··· Extracted data ···
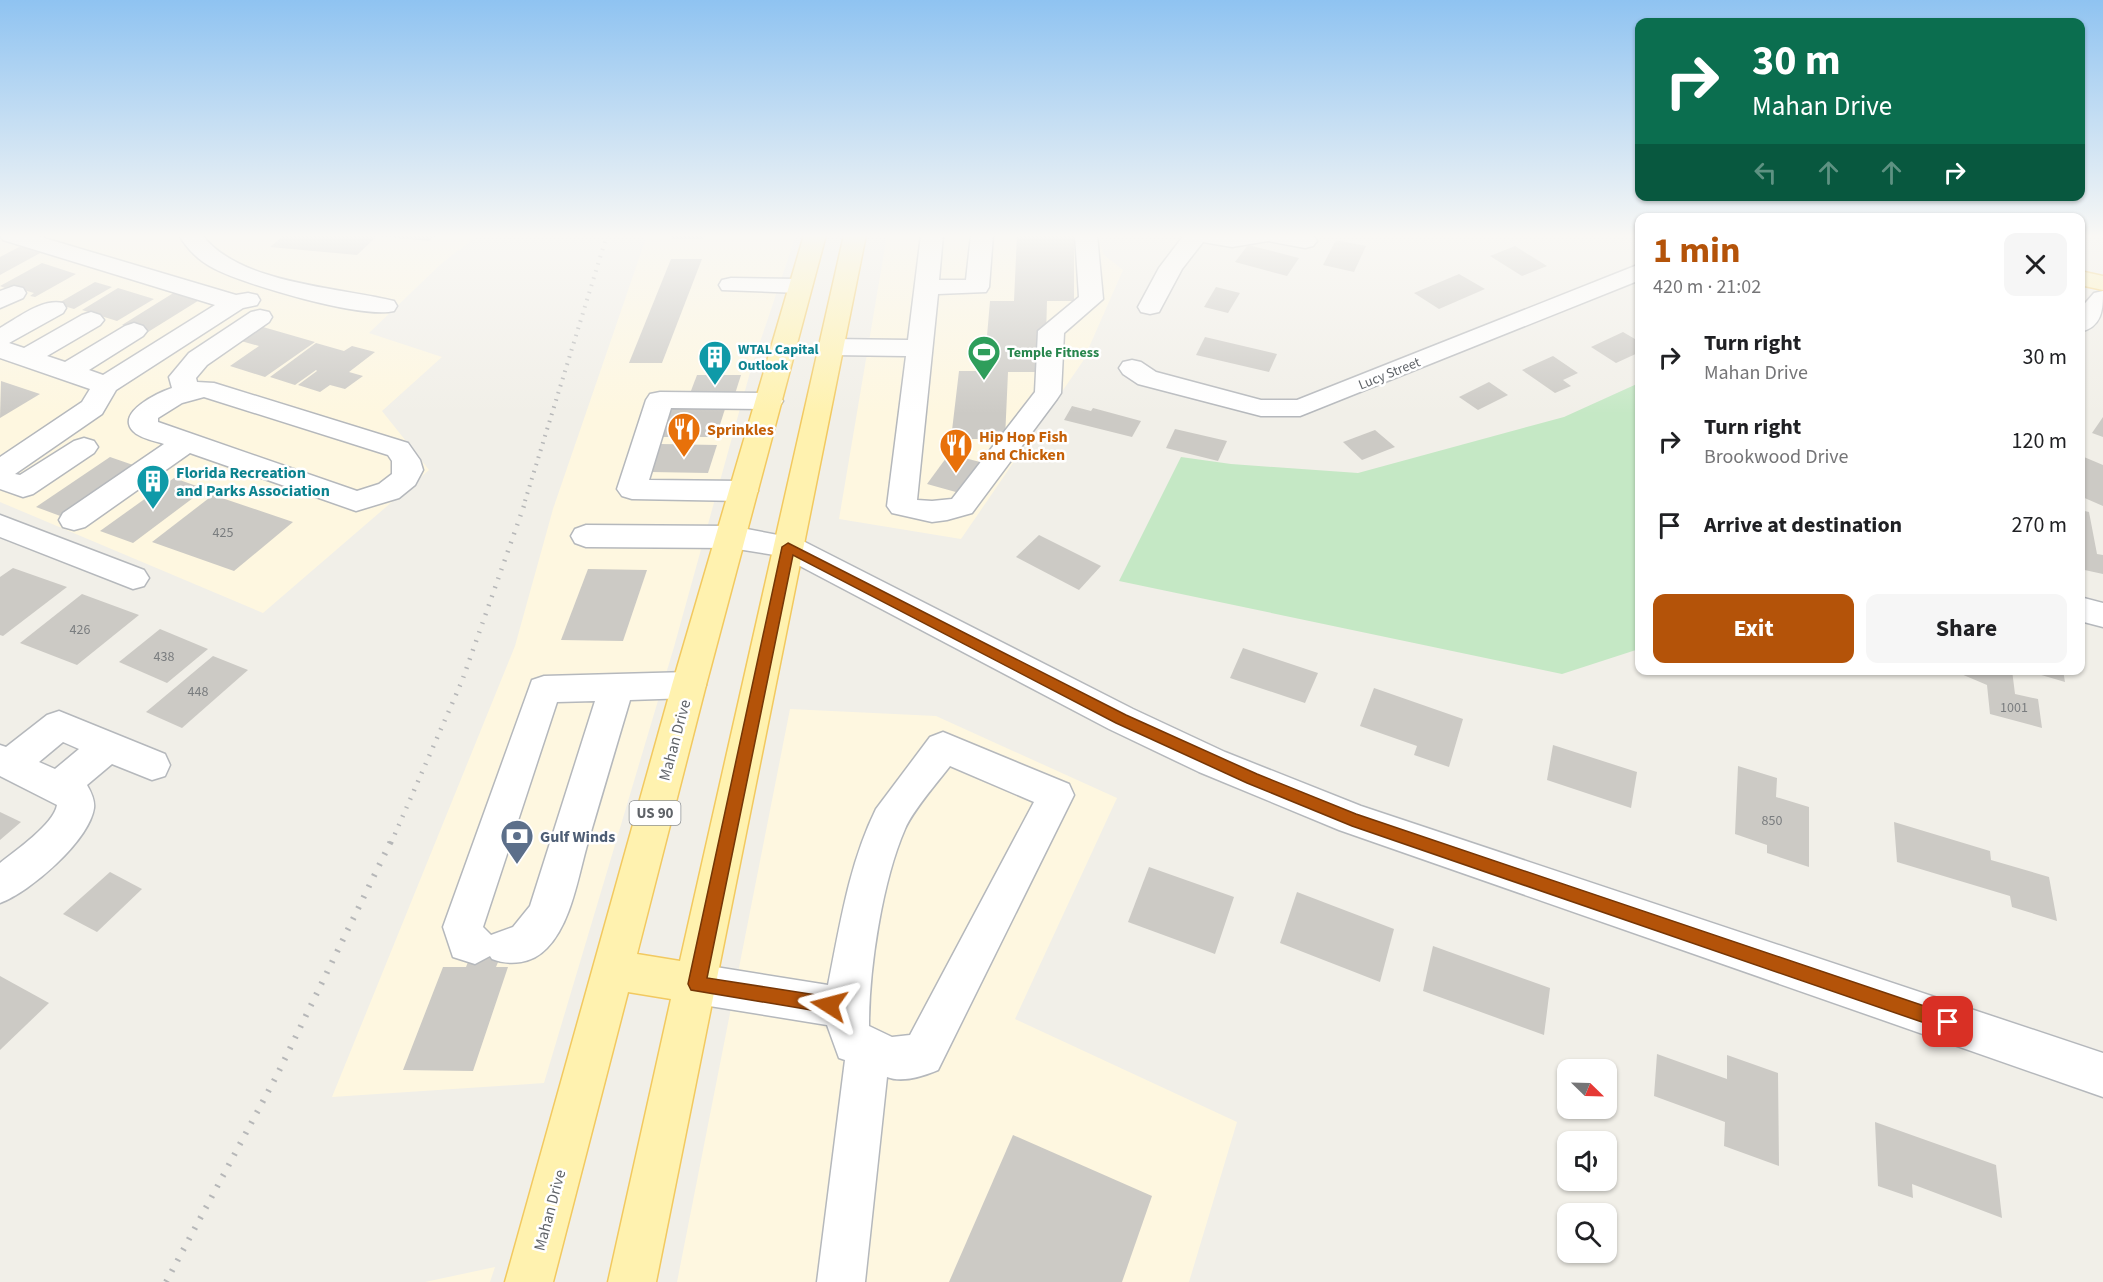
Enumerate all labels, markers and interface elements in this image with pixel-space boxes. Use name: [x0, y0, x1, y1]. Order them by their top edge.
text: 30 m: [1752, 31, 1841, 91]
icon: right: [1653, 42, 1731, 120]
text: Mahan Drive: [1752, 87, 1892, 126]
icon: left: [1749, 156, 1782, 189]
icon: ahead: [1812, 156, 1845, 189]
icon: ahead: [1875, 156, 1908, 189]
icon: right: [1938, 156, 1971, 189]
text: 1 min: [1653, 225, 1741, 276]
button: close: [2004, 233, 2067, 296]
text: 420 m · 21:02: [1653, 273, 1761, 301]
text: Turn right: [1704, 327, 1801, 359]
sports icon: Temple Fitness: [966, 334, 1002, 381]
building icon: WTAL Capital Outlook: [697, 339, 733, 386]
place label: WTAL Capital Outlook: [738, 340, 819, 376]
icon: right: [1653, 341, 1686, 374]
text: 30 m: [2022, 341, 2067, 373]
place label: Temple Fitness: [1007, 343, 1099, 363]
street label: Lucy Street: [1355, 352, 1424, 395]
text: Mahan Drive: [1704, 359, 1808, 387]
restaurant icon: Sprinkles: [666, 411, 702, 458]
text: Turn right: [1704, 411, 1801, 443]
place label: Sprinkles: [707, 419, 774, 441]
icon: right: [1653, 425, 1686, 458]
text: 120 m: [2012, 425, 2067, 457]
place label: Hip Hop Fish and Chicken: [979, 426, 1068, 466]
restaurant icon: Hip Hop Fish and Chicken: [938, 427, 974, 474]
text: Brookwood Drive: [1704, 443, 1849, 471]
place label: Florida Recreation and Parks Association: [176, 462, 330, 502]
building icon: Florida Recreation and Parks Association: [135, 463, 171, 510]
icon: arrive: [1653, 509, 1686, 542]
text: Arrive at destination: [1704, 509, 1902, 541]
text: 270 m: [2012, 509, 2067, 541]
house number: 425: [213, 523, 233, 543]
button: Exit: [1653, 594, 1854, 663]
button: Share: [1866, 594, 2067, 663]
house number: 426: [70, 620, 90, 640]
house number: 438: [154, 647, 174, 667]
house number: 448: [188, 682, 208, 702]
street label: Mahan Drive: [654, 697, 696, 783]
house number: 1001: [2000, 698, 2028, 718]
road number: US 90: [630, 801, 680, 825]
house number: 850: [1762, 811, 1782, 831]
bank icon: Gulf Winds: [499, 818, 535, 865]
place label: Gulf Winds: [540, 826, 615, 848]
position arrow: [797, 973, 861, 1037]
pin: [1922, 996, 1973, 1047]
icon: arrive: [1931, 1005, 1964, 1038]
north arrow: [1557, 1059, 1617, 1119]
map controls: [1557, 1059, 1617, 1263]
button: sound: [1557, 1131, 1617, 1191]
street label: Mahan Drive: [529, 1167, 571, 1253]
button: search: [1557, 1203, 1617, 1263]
···
_Brief_
Every line of the data that includes the word "Sprinkles" should be copied.

_Answer space_
restaurant icon: Sprinkles: [666, 411, 702, 458]
place label: Sprinkles: [707, 419, 774, 441]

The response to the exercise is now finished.